2) You are wrong about this.  The square root of a number is not its absolute value (unless the number in question is 1).  For example, as I said before, the absolute values of 5 and -5 are both 5.  The square root of 5, on the other hand, is approximately 2.236 and the square root of -5 is 2.236i, where i is the square root of -1.

3) While I agree that the meaning of your use of "root" was fairly clear, it is not the case that square roots apply only to second degree equations, or vice versa.

[acrimone]

2) No sh*t, sherlock.  But the (square) root of the square of a number IS the absolute value... unless, as I said, I'm somehow wrong about that.

Acrimone,

* * * *

2) You are wrong about this.  The square root of a number is not its absolute value (unless the number in question is 1).  For example, as I said before, the absolute values of 5 and -5 are both 5.  The square root of 5, on the other hand, is approximately 2.236 and the square root of -5 is 2.236i, where i is the square root of -1.

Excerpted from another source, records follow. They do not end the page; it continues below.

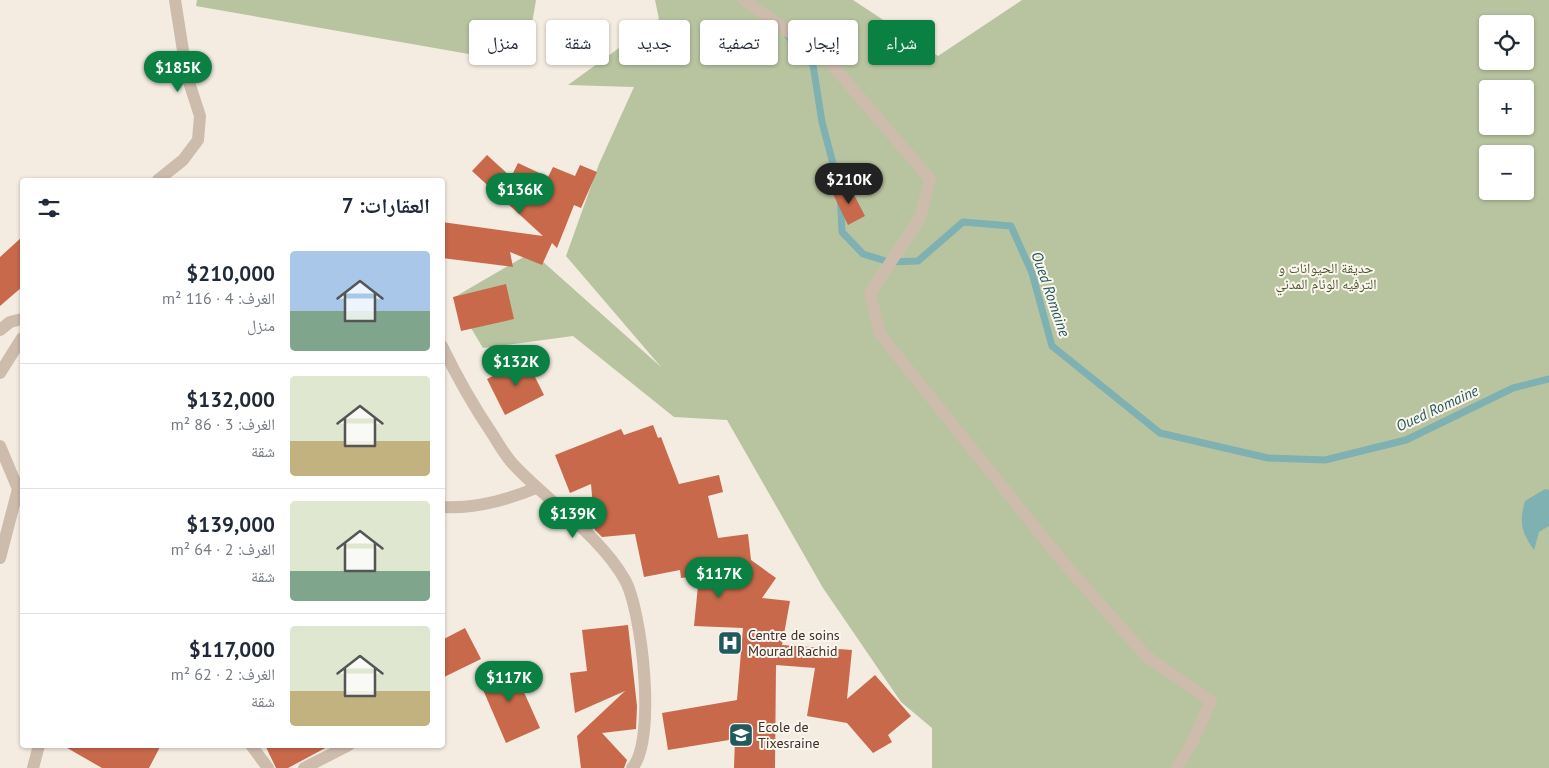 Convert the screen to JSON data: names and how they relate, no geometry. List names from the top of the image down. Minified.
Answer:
{"water":["Oued Romaine"],"parks":["حديقة الحيوانات و الترفيه الوئام المدني"],"places":{"hospital":["Centre de soins Mourad Rachid"],"school or university":["Ecole de Tixesraine"]},"page":{"map_buttons":["+","−"],"chip":["شراء","إيجار","تصفية","جديد","شقة","منزل"],"price":["$185K","$210K","$136K","$132K","$139K","$117K","$117K"],"heading":"العقارات: 7","list":[{"name":"$210,000","note":"الغرف: 4 · 116 m² · منزل"},{"name":"$132,000","note":"الغرف: 3 · 86 m² · شقة"},{"name":"$139,000","note":"الغرف: 2 · 64 m² · شقة"},{"name":"$117,000","note":"الغرف: 2 · 62 m² · شقة"}]}} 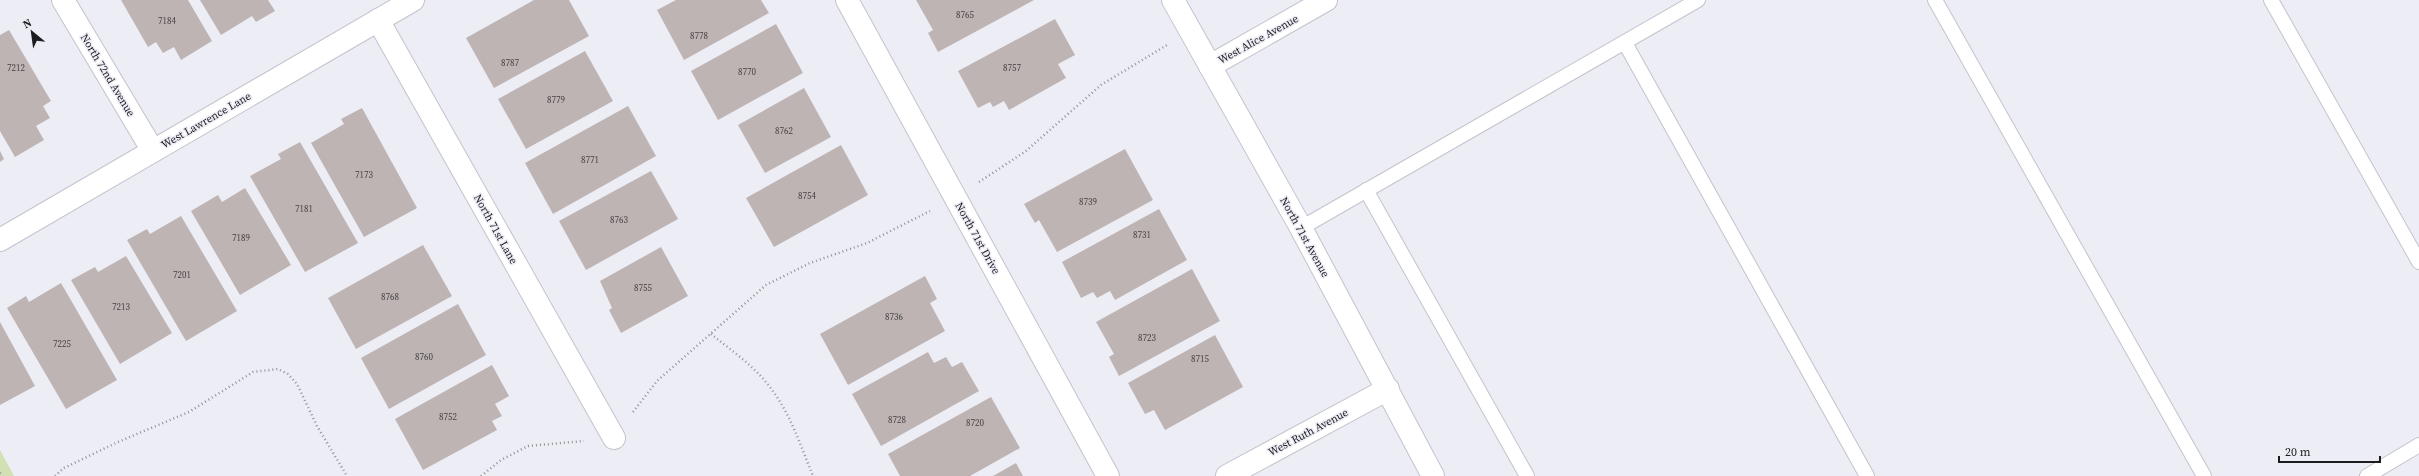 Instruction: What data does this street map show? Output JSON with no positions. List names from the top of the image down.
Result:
{
  "streets": {
    "street": [
      "West Alice Avenue",
      "North 72nd Avenue",
      "West Lawrence Lane",
      "North 71st Lane",
      "North 71st Avenue",
      "North 71st Drive",
      "West Ruth Avenue"
    ]
  },
  "crossings": [
    ["West Alice Avenue", "North 71st Avenue"],
    ["North 72nd Avenue", "West Lawrence Lane"],
    ["West Lawrence Lane", "North 71st Lane"],
    ["North 71st Avenue", "West Ruth Avenue"]
  ],
  "house_numbers": [
    "8765",
    "7184",
    "8778",
    "8787",
    "7212",
    "8757",
    "8770",
    "8779",
    "8762",
    "8771",
    "7173",
    "8754",
    "8739",
    "7181",
    "8763",
    "8731",
    "7189",
    "7201",
    "8755",
    "8768",
    "7213",
    "8736",
    "8723",
    "7225",
    "8760",
    "8715",
    "8752",
    "8728",
    "8720"
  ],
  "scale_bar": "20 m",
  "north": "top left"
} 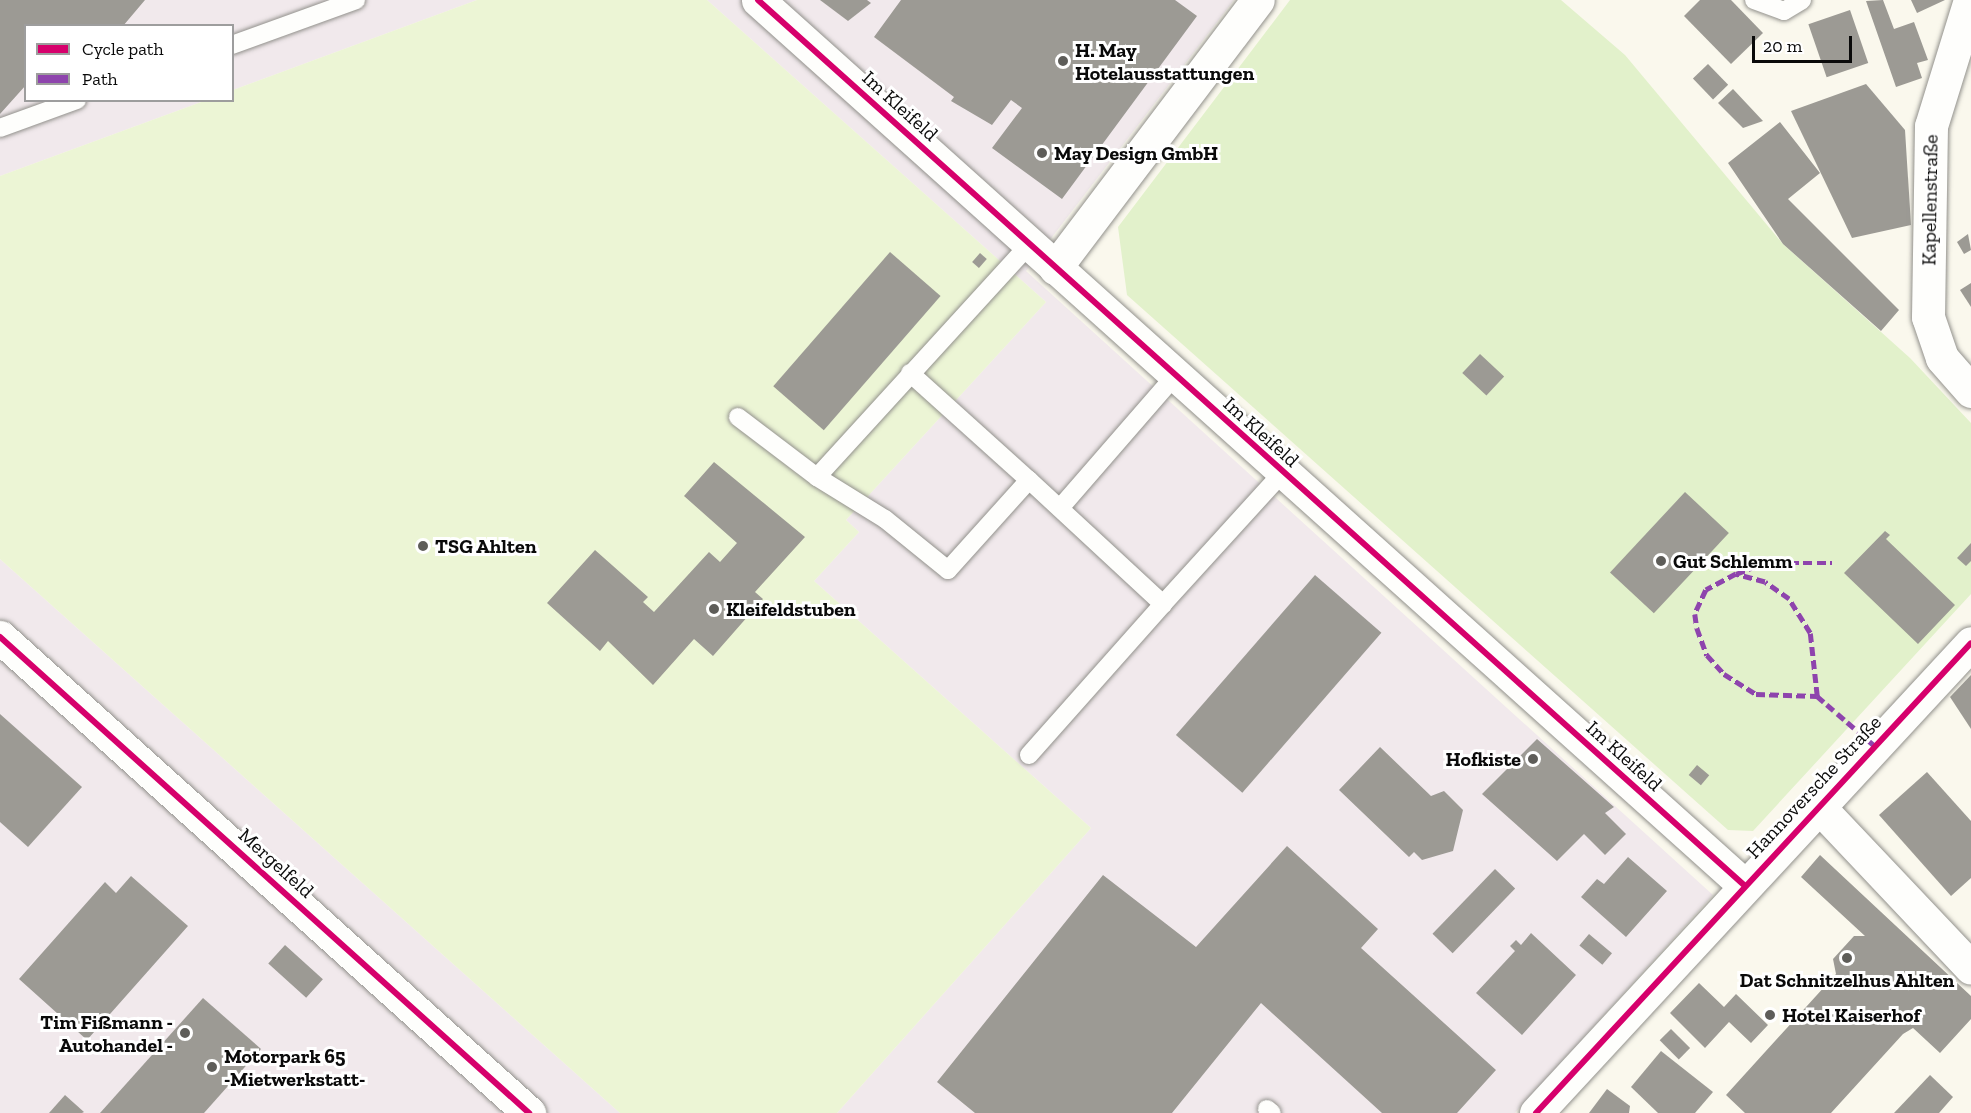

Why do I feel like Sigourney Weaver in that disciplinary hearing at the beginning of Aliens?

Any edvidence of this hostile organism on LV-426?

No it's a rock, no indigenous life.

Did IQ's just drop sharply while I was away? Ma'am I already said it was not indigenous, it was a derelict, it was an alien spacecraft, it was not from there, do you get it? We homed in on it's beacon.